GOAL OF THE EXERCISE: Which lines in the data below contain the word "above"? Pull each of them out.

--

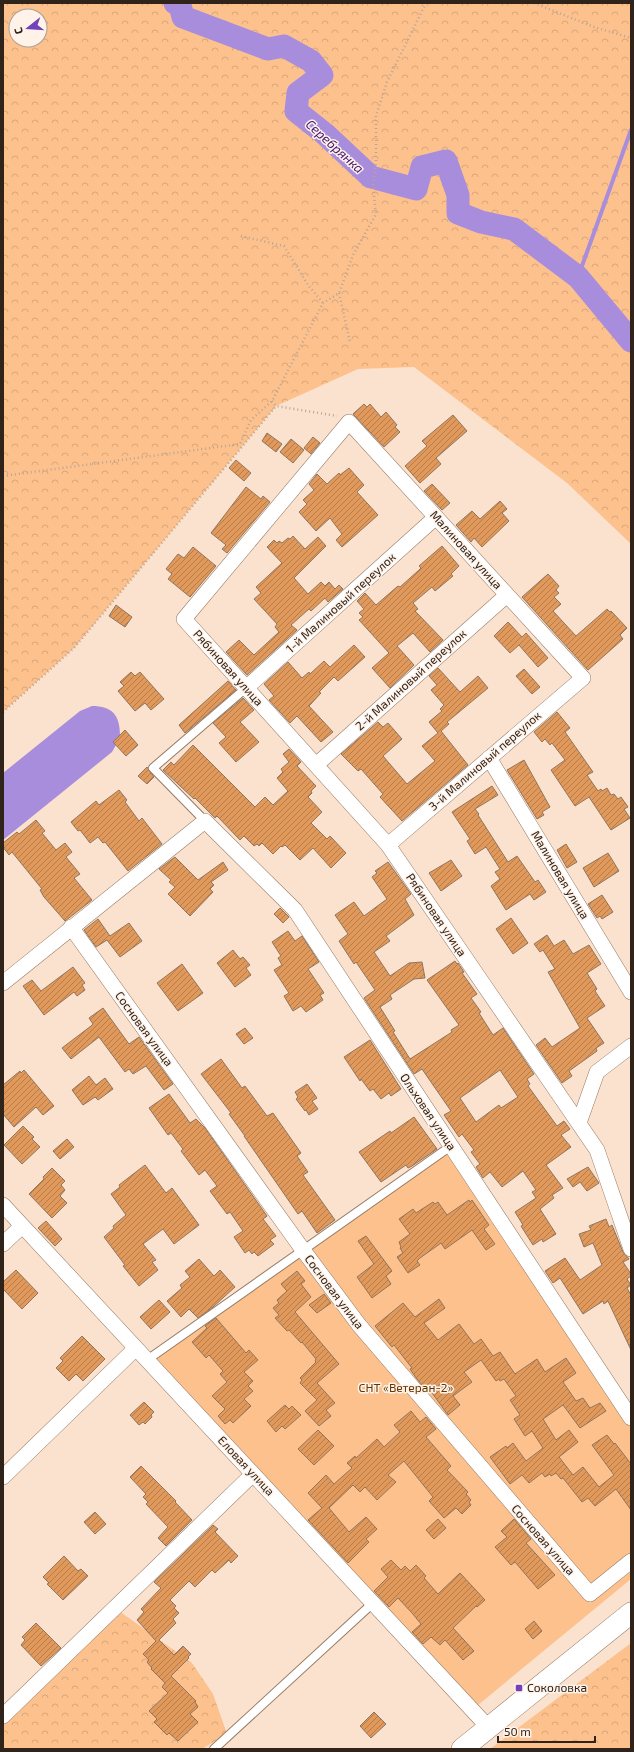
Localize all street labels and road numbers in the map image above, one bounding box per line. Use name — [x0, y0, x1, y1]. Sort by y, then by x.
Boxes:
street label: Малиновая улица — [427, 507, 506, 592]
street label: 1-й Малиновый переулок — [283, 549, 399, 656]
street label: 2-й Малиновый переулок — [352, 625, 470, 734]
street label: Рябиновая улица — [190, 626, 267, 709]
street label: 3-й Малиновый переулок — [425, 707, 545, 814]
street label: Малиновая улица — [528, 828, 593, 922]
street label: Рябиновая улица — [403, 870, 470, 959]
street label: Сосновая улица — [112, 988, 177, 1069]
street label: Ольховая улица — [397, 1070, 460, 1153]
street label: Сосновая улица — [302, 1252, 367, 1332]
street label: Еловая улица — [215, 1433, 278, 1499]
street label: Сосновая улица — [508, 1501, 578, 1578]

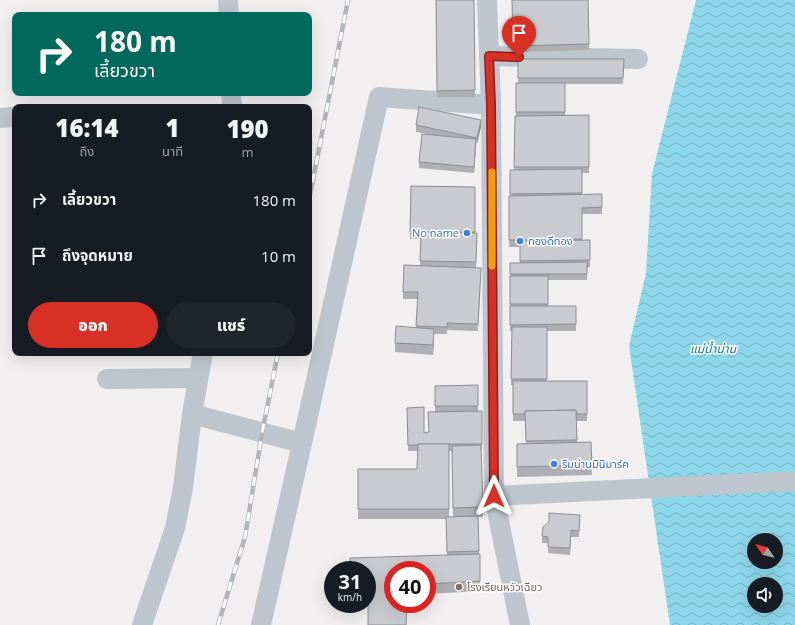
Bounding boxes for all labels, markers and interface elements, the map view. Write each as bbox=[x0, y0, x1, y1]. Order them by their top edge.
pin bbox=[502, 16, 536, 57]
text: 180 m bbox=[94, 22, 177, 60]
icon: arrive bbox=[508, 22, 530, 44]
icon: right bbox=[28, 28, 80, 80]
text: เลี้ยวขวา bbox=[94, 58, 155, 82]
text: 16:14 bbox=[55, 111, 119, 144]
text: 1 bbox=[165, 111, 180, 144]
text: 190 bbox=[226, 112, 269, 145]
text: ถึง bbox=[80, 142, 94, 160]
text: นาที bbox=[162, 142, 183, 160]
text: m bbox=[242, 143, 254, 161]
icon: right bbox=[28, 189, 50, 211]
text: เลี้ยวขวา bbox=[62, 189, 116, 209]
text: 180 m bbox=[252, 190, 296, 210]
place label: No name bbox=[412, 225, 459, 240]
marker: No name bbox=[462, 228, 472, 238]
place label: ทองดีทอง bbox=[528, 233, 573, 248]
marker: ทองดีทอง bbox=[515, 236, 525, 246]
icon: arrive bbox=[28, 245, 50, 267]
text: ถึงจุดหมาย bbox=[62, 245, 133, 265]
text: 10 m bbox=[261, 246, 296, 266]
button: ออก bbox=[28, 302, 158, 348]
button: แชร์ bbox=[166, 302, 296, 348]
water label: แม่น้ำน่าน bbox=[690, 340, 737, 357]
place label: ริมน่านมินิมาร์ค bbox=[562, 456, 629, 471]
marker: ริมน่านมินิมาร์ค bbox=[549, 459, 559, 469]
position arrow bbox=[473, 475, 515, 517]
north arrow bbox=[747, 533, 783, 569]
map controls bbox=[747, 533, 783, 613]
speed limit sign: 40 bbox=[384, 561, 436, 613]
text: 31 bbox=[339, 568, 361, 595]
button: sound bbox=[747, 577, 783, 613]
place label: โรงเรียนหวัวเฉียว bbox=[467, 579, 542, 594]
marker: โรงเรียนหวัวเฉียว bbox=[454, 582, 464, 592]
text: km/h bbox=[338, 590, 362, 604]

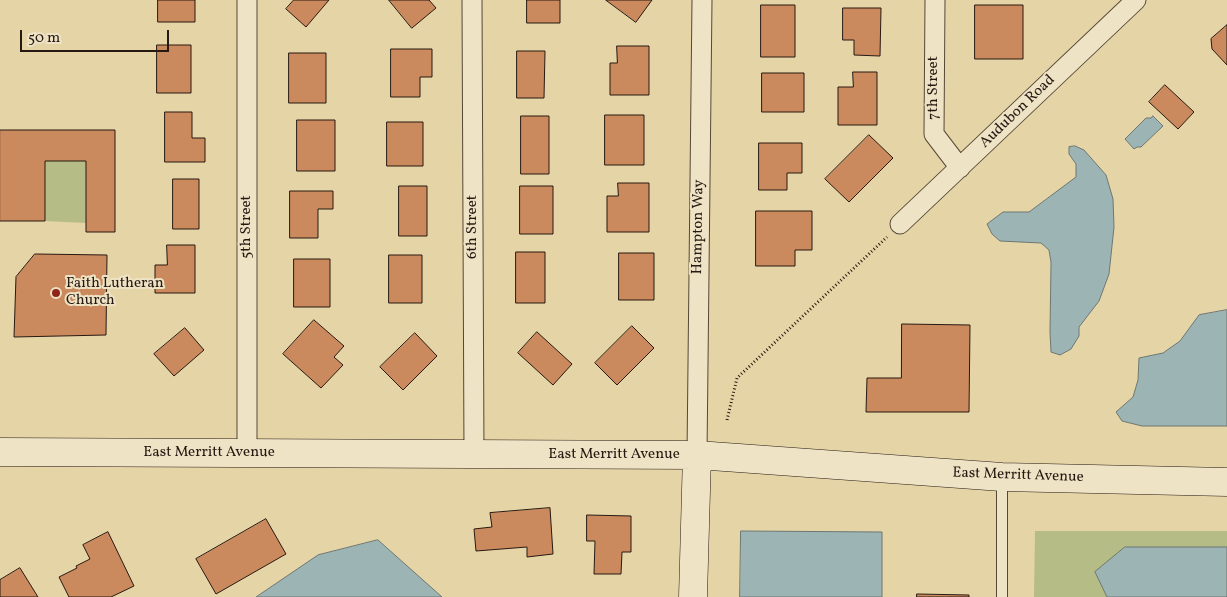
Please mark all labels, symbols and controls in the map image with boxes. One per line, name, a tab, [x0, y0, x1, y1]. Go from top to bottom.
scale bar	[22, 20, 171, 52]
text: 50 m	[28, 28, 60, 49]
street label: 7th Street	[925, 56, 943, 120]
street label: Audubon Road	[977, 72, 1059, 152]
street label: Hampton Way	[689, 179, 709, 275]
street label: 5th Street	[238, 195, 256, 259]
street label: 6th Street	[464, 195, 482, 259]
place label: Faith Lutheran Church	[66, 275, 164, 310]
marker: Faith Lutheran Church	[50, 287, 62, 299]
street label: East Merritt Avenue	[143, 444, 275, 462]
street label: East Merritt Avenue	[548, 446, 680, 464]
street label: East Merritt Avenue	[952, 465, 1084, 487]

--

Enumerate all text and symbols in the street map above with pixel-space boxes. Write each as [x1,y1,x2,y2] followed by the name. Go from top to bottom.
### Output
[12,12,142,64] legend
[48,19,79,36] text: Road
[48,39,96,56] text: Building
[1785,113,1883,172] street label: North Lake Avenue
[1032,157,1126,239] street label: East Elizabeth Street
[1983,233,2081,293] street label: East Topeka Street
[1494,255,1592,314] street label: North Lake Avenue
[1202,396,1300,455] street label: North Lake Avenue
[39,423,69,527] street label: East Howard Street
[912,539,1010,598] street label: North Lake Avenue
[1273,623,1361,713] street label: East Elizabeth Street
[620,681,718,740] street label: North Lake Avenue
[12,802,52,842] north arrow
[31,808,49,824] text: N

--

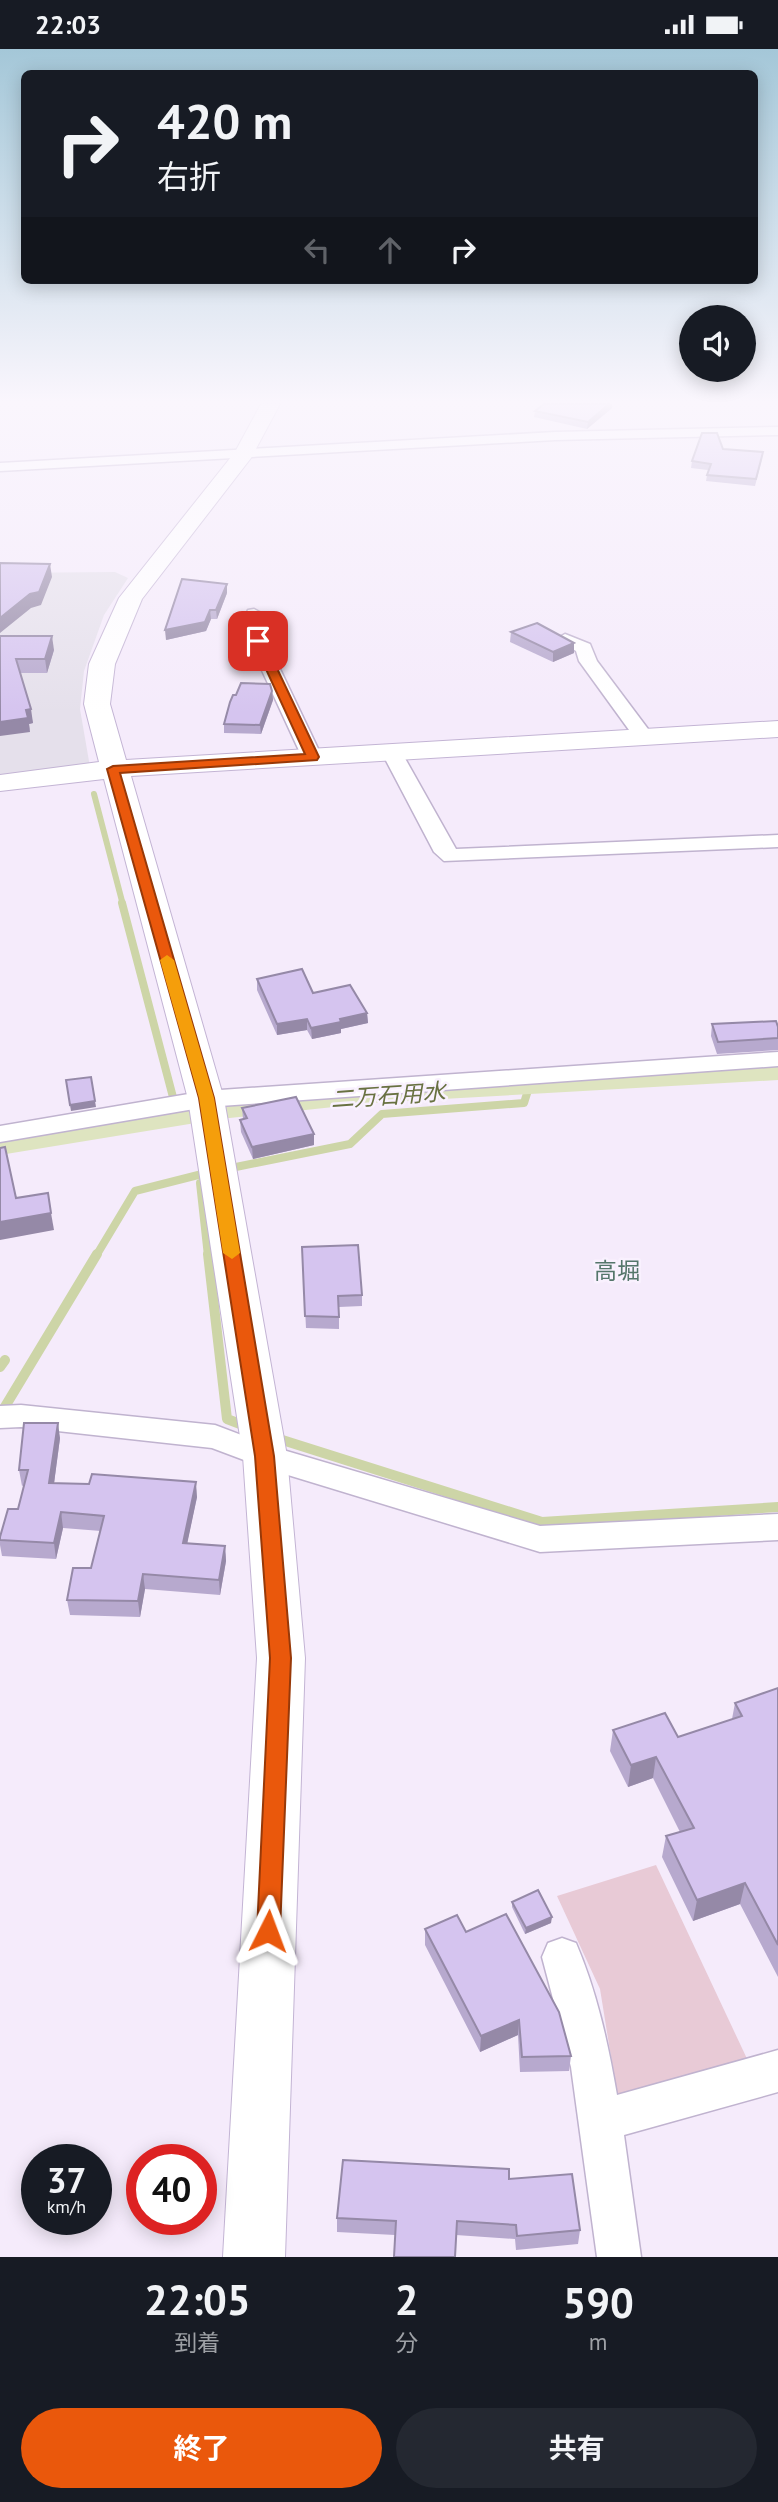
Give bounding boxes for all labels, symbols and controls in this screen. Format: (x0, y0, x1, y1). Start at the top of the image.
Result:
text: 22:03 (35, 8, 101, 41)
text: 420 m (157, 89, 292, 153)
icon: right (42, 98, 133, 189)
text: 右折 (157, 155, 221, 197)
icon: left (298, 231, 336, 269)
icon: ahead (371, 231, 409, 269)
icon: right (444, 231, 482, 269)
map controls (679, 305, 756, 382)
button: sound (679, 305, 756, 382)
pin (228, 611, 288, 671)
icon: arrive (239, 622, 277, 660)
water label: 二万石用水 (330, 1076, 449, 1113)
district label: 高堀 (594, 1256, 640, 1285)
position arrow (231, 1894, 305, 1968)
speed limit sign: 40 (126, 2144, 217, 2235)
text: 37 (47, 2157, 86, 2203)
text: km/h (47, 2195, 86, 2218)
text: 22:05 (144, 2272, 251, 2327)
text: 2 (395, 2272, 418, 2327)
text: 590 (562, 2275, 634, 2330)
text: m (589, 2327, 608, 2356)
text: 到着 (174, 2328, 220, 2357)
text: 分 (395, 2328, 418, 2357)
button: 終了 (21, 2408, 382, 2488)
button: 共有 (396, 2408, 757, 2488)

--

REPLY TO THE TASK:
Localize all street labels and road numbers in the map image above, one bounding box per line. Use name — [x0, y0, x1, y1]. Sort by y, then by x.
Enumerate all text and symbols in the street map above with pixel-space boxes. Write each as [x1,y1,x2,y2] followed by the name. Go from top to bottom.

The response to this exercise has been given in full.